April 21, 2012 / 5:49 PM / 7 years ago

Belarus leader says will jail freed foe if he "blabbers"

MINSK (Reuters) - Belarussian President Alexander Lukashenko said on Saturday he would jail Andrei Sannikov, a recently released opposition leader, if he “blabbers” or if the West increases diplomatic pressure on Minsk to reform.

In an apparent attempt to discourage Sannikov from talking about his time in jail, Lukashenko made it clear he would send his political foe and one of Sannikov’s allies back to jail if he was displeased with them.

“One more (act of) pressure and those blabbermouths who have been set free and should say thanks for that may return to prison,” Lukashenko told reporters on Saturday.

“If they blabber, they will go back there.”

Earlier this month, Lukashenko pardoned Sannikov and one of his political allies after the European Union imposed a travel ban and asset freeze on a number of Belarussian officials and businessmen to help secure the men’s freedom.

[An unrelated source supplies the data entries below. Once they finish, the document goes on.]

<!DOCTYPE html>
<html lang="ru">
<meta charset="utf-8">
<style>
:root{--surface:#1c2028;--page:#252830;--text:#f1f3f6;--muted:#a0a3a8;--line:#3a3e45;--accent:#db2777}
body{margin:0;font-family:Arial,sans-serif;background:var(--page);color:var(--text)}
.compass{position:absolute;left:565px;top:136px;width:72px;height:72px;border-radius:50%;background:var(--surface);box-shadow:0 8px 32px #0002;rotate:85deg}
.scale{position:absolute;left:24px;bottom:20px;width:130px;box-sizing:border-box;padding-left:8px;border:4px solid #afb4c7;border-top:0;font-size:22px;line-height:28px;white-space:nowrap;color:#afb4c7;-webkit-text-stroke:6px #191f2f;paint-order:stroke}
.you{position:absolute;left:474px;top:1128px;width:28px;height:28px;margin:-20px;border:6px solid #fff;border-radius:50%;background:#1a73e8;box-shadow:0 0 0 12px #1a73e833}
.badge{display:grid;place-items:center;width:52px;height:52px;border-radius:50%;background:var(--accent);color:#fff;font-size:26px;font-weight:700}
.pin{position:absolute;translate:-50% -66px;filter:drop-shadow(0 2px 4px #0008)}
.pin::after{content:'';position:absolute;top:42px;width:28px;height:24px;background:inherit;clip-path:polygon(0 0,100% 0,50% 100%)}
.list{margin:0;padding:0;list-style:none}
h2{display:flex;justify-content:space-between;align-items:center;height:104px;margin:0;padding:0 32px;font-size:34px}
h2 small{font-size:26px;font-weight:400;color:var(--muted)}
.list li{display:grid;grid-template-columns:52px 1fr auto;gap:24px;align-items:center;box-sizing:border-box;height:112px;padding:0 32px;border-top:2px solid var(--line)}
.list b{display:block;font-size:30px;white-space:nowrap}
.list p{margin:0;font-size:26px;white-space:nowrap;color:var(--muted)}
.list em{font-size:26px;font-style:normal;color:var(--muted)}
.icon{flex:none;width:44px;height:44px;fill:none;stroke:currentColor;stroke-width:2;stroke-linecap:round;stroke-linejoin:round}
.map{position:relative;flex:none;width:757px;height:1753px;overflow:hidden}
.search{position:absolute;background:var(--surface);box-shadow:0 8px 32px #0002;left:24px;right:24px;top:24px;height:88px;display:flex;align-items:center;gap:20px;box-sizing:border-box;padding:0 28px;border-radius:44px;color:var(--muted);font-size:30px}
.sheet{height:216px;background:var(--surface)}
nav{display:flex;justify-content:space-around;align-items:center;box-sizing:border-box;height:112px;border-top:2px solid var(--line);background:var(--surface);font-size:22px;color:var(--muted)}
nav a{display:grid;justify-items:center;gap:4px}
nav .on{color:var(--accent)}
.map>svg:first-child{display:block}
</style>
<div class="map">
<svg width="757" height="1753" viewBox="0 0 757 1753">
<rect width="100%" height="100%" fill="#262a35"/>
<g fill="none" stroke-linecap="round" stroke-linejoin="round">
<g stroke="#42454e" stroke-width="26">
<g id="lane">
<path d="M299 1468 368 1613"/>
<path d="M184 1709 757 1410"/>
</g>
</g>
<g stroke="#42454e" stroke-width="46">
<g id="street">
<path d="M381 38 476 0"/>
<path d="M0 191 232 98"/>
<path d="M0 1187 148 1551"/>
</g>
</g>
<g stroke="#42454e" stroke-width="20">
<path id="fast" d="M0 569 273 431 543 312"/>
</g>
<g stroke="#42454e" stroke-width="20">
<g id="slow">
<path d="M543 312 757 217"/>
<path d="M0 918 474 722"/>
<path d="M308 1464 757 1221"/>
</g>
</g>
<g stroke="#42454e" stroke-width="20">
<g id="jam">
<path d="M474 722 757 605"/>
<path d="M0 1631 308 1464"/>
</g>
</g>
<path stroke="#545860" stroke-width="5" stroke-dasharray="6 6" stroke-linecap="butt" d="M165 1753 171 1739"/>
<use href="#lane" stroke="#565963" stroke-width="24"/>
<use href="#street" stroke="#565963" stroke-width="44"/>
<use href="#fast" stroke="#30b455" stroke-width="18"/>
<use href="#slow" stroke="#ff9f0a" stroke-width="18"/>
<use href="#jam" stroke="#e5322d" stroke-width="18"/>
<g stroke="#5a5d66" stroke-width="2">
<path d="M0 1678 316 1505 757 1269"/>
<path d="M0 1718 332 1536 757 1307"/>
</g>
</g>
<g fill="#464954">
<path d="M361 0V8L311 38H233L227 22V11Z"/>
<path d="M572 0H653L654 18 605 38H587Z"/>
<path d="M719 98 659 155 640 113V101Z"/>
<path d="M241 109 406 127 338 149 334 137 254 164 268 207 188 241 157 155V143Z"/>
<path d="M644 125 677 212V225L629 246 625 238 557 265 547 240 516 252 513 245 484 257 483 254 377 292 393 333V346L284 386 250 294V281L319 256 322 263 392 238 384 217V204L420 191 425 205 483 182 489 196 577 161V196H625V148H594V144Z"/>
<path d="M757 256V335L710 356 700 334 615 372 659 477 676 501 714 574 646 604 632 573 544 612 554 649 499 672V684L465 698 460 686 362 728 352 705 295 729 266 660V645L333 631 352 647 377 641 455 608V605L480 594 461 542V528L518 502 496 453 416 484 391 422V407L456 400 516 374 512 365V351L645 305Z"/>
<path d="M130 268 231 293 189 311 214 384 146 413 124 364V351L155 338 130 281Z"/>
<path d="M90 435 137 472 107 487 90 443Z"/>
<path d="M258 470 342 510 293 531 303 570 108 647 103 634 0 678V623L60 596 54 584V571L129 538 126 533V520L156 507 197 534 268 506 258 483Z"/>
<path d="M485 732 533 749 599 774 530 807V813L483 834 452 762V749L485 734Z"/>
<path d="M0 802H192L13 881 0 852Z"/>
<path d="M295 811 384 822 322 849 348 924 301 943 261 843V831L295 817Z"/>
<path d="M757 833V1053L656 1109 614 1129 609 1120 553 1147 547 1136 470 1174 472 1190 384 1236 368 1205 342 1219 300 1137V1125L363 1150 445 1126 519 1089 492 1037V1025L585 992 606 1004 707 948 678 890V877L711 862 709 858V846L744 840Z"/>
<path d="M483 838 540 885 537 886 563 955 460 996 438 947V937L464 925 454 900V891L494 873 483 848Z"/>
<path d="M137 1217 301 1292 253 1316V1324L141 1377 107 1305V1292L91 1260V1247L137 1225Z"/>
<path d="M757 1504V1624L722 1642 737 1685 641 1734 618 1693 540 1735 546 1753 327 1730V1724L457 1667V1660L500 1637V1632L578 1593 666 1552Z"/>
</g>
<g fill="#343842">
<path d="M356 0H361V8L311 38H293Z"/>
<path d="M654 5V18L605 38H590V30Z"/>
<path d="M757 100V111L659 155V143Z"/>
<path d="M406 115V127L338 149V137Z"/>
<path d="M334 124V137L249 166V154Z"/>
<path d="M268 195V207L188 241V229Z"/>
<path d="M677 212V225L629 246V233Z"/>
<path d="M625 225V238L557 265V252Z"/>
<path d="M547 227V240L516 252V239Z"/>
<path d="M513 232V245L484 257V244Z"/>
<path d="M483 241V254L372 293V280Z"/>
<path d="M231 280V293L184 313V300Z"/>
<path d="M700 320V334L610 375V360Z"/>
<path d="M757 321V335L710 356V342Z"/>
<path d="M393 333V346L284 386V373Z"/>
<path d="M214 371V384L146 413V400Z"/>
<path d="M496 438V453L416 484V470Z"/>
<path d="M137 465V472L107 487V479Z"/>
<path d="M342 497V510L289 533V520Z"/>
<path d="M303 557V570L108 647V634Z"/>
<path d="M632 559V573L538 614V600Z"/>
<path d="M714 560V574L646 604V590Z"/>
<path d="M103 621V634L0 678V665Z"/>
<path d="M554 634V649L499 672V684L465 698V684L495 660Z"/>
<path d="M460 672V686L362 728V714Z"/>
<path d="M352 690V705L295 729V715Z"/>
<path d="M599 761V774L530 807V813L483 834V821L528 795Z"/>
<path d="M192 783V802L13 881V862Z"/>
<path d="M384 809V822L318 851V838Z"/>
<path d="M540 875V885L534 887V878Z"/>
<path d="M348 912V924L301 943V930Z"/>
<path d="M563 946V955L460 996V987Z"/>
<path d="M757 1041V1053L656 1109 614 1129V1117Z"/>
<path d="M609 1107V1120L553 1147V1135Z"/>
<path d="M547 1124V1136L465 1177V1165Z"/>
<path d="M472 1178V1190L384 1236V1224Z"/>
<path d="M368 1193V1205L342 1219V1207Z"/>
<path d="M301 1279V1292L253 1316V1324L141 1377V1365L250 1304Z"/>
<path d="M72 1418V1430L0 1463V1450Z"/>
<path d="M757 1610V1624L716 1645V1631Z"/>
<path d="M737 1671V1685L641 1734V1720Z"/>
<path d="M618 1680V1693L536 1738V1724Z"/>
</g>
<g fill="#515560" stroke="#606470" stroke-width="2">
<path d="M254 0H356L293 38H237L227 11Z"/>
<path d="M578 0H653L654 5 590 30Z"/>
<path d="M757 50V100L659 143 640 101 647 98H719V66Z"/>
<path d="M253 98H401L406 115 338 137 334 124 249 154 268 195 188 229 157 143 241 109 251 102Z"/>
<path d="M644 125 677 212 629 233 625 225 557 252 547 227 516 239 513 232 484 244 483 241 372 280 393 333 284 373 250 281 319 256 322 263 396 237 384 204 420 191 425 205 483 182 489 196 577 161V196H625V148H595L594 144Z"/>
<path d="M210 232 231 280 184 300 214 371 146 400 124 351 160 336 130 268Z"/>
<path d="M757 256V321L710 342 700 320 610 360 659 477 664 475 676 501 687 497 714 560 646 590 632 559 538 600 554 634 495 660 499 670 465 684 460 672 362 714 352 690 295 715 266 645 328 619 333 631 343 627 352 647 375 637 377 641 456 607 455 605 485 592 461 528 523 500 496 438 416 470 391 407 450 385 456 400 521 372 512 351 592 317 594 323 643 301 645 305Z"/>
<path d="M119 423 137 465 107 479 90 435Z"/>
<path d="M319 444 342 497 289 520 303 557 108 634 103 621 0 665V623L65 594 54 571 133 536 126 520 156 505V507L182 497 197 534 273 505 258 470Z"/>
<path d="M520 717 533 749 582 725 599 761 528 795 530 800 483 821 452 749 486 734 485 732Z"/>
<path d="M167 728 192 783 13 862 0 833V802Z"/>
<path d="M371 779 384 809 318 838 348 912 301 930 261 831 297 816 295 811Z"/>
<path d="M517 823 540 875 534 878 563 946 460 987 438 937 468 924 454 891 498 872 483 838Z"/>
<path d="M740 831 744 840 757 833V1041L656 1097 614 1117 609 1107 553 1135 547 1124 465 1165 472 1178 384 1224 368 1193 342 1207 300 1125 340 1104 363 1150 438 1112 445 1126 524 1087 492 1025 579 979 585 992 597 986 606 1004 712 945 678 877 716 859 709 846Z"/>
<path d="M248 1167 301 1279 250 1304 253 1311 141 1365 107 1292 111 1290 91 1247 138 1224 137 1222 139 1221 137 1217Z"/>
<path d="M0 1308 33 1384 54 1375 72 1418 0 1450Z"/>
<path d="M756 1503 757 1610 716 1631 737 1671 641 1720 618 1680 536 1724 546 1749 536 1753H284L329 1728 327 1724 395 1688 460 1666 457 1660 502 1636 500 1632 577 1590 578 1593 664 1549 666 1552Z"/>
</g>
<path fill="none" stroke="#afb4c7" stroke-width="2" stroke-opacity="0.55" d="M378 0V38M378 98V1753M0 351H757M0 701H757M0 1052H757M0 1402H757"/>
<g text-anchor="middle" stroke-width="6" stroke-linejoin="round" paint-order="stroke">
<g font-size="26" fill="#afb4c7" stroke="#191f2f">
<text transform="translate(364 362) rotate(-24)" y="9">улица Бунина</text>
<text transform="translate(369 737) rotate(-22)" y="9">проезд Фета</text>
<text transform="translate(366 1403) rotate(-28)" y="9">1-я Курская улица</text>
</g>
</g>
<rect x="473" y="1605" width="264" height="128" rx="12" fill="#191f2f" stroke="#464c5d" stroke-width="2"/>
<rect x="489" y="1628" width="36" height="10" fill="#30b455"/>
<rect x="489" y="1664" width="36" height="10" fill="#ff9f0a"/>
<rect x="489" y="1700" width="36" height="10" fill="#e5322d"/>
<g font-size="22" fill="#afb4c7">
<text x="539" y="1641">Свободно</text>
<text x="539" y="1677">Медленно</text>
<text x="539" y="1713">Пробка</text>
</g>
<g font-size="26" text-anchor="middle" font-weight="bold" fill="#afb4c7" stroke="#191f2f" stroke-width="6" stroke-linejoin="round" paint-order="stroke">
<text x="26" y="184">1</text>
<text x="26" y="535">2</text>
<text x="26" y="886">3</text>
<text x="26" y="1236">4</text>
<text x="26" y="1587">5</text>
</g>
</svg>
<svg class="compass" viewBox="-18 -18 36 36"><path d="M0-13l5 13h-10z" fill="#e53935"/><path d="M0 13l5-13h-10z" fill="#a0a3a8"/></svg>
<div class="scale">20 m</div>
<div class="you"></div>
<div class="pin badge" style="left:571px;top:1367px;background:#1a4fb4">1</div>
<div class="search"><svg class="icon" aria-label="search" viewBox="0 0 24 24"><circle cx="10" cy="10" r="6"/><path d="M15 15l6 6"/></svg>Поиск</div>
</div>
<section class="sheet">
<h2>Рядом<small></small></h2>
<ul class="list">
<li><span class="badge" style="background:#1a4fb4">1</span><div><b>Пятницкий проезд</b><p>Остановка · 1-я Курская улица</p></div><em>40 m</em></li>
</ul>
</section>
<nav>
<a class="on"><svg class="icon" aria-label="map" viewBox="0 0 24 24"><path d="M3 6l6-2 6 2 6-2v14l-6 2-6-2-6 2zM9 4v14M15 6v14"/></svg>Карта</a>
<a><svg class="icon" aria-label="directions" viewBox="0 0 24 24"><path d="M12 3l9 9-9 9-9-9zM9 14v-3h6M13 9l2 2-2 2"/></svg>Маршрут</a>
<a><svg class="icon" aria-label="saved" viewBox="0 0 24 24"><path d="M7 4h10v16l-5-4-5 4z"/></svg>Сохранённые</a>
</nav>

Sannikov, 58, ran against Lukashenko in the 2010 presidential poll which Western observers criticized as fraudulent. The vote handed Lukashenko, a former Soviet collective farm manager, a fourth term in office.

Sannikov was sentenced to five years in prison last year for taking part in a protest against Lukashenko’s re-election.

He told Reuters in an interview after his release that the authorities had tried to push him to commit suicide while he was in jail, urging the West to keep up pressure on Minsk to ensure the release of other political prisoners.

Human rights activists say about 15 people are still kept in Belarussian prisons on political grounds.

Sannikov is one of the leading opposition leaders in the tightly run authoritarian nation and his wife, a journalist, was also jailed by the authorities. She had already been released.

Lukashenko has run Belarus since 1994, tolerating little dissent and maintaining a welfare state thanks largely to Russian economic support.